Ali Burhan Khan, Finance and Banking University Utara Malaysia

Thathira Siriphan, Songkhla Rajabhat University

Rarina Mookda, Songkhla Rajabhat University

Tunwarat Kongnun, Pibulsongkram Rajabhat University

Sudarat Rattanapong, Pibulsongkram Rajabhat University

Yusraw Omanee, Phuket Rajabhat University

Pinsuda Thonghom, University Utara Malaysia

Citation Information: Khan, A.B., Siriphan, T., Mookda, R., Kongnun, T., Rattanapong, S., Omanee, Y., & Thonghom, P. (2021). Impact of Global Financial Crisis 2008-09 and Global Oil Prices on the Economic Growth of Asean Countries: An Evidence from Driscoll-Kraay Standard Errors Regression. Academy of Accounting and Financial Studies Journal, 25(6), 1-11.

Abstract

The origin of the global financial crisis was advanced economies, but it put severe consequences on emerging economies. Therefore, in this paper, we attempt to analyze the impact of the Global Financial Crisis (GFC) 2008-09 on the economic growth of ASEAN countries. Besides, the current study also captured the impact of global oil prices on economic growth. An empirical investigation was performed with the help of Driscoll-Kraay standard errors regression. The study sample consists of 5-ASEAN countries (Indonesia, Malasia, Philippines, Singapore and Thailand) and covers the period 2001-2019. According to the results, GFC proved to be harmful to the economic growth of selected ASEAN countries. Notwithstanding, change in oil prices does not explain the economic growth. The current study has implications for policymakers of ASEAN that by considering the negative consequences of GFC, they should adopt an effective policy to tackle any such type of crisis in the future.

Keywords

Association of Southeast Asian Nations (ASEAN), Exports, Global Financial Crisis, Global Stock Index Performance, Oil Prices.

Introduction

The Global Financial Crisis (GFC), which resulted from the US subprime crisis in 2007, created a lack of trust among investors and dried up the global market (Merrouche & Nier, 2010).
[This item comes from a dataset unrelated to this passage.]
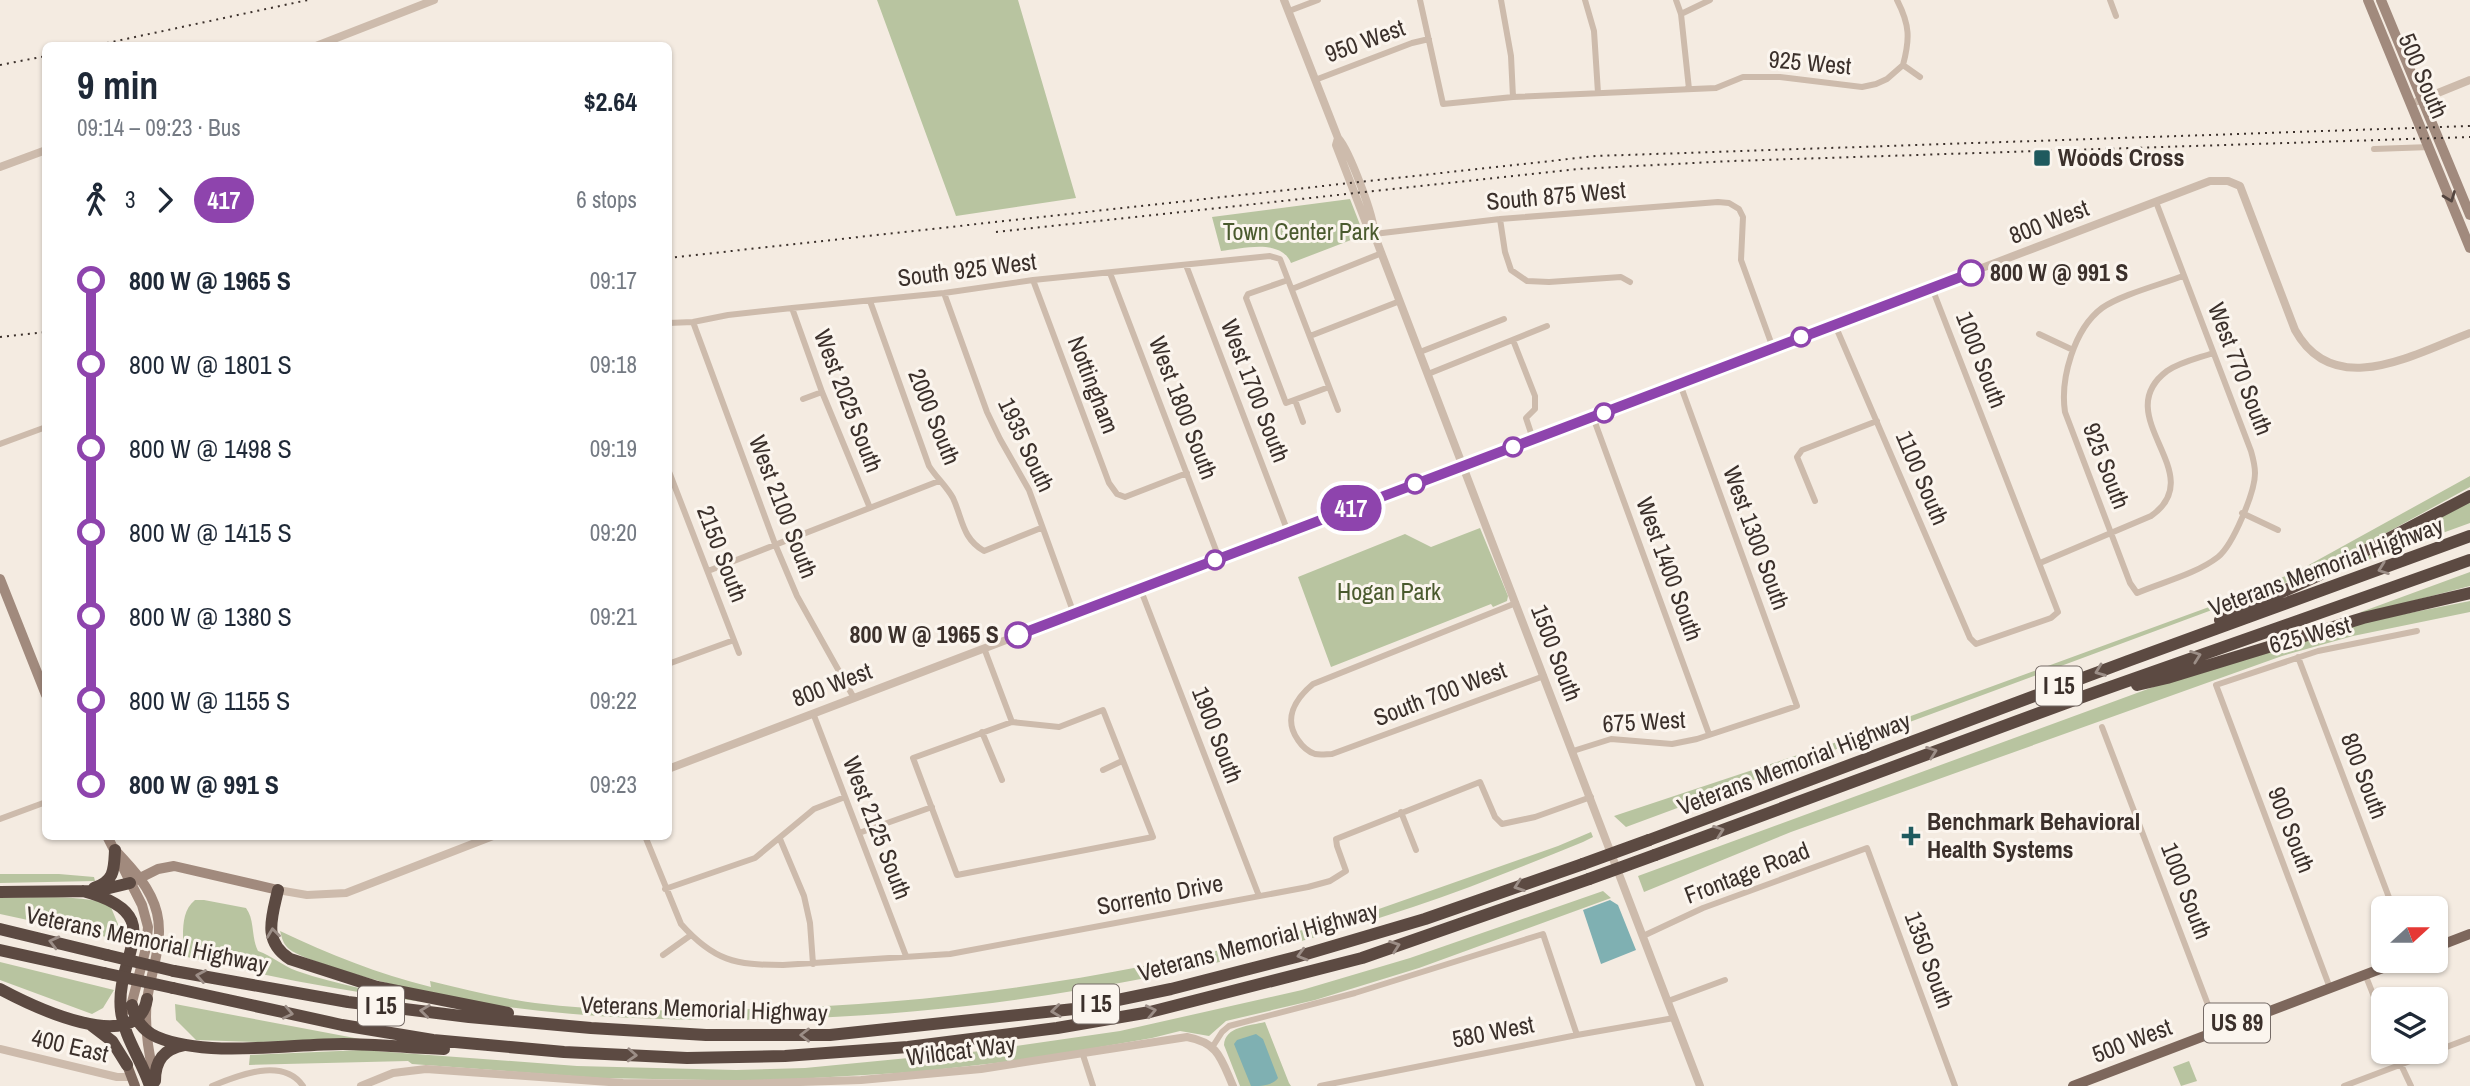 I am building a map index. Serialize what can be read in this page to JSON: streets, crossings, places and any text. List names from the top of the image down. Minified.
{"streets":{"highway":["Veterans Memorial Highway","I 15"],"main road":["500 South","US 89","500 West"],"street":["950 West","925 West","South 875 West","800 West","South 925 West","1000 South","West 770 South","Nottingham","West 1700 South","West 2025 South","West 1800 South","2000 South","1935 South","925 South","1100 South","West 2100 South","West 1300 South","2150 South","West 1400 South","625 West","1500 South","South 700 West","675 West","1900 South","800 South","West 2125 South","900 South","Frontage Road","Sorrento Drive","1350 South","580 West","400 East","Wildcat Way"]},"crossings":[["950 West","1500 South"],["South 875 West","800 West"],["South 875 West","1500 South"],["800 West","1000 South"],["800 West","West 770 South"],["800 West","West 1700 South"],["800 West","West 1800 South"],["800 West","1935 South"],["800 West","1100 South"],["800 West","West 2100 South"],["800 West","West 1300 South"],["800 West","West 1400 South"],["800 West","1500 South"],["800 West","1900 South"],["800 West","West 2125 South"],["South 925 West","Nottingham"],["South 925 West","West 1700 South"],["South 925 West","West 2025 South"],["South 925 West","West 1800 South"],["South 925 West","2000 South"],["South 925 West","1935 South"],["South 925 West","West 2100 South"],["1000 South","1100 South"],["1000 South","500 West"],["West 770 South","925 South"],["Nottingham","West 1800 South"],["2000 South","1935 South"],["West 1300 South","675 West"],["West 1400 South","675 West"],["625 West","800 South"],["625 West","900 South"],["1500 South","South 700 West"],["1500 South","675 West"],["1500 South","Frontage Road"],["1500 South","Sorrento Drive"],["1500 South","580 West"],["1900 South","Sorrento Drive"],["West 2125 South","Sorrento Drive"],["900 South","500 West"],["Frontage Road","1350 South"]],"parks":["Town Center Park","Hogan Park"],"places":{"transit":["Woods Cross"],"other":["800 W @ 991 S","800 W @ 1965 S"],"health":["Benchmark Behavioral Health Systems"]},"lines":["bus line 417"],"north":"right","page":{"on_map":"417","heading":["9 min","09:14 – 09:23 · Bus","$2.64"],"legs":["3","417","6 stops"],"list":[{"name":"800 W @ 1965 S","value":"09:17"},{"name":"800 W @ 1801 S","value":"09:18"},{"name":"800 W @ 1498 S","value":"09:19"},{"name":"800 W @ 1415 S","value":"09:20"},{"name":"800 W @ 1380 S","value":"09:21"},{"name":"800 W @ 1155 S","value":"09:22"},{"name":"800 W @ 991 S","value":"09:23"}]}}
Due to such development, GFC translated into a liquidity crisis (Kawai, 2009). In 2008, this crisis spill-over the global economy and resulted in regulatory failures in many countries. The impact of GFC was felt by the whole world (Trihadmini & Falianty, 2020), and its consequences are still alive. These consequences also resulted in the sudden deterioration of wealth (Aamir & Shah, 2018).

Even the group of ASEAN-4 countries (Indonesia, Malaysia, the Philippines and Thailand) is homogeneous, the impact of GFC on them was not uniform (Sangsubhan & Basri, 2012). There are various reasons for such varying effects. First, more open economies such as Malaysia and Thailand faced more significant trade shocks. Second, in Indonesia and the Philippines, countercyclical fiscal stimulus was more powerful and sustained for a more extended time. Third,  idiosyncratic factors pushed output down in Thailand and up in extended time. Third, idiosyncratic factors pushed output down in Thailand and up in Indonesia. For Thailand, these factors were natural disasters and political instability. In contrast, in Indonesia, these factors were fortuitously timed election spending and investment-friendly structural reforms. According to International Monetary Fund (2010), the total output of ASEAN-5 countries (Indonesia, Malaysia, Philippines, Thailand, and Vietnam) plummeted to 1.7 percent in 2009 from 4.5 percent in 2008. Among these countries, Indonesia’s economy showed much resilience against GFC and kept growing at around 4.5 percent during 2009. The credit goes to less dependence on trade and solid domestic demand.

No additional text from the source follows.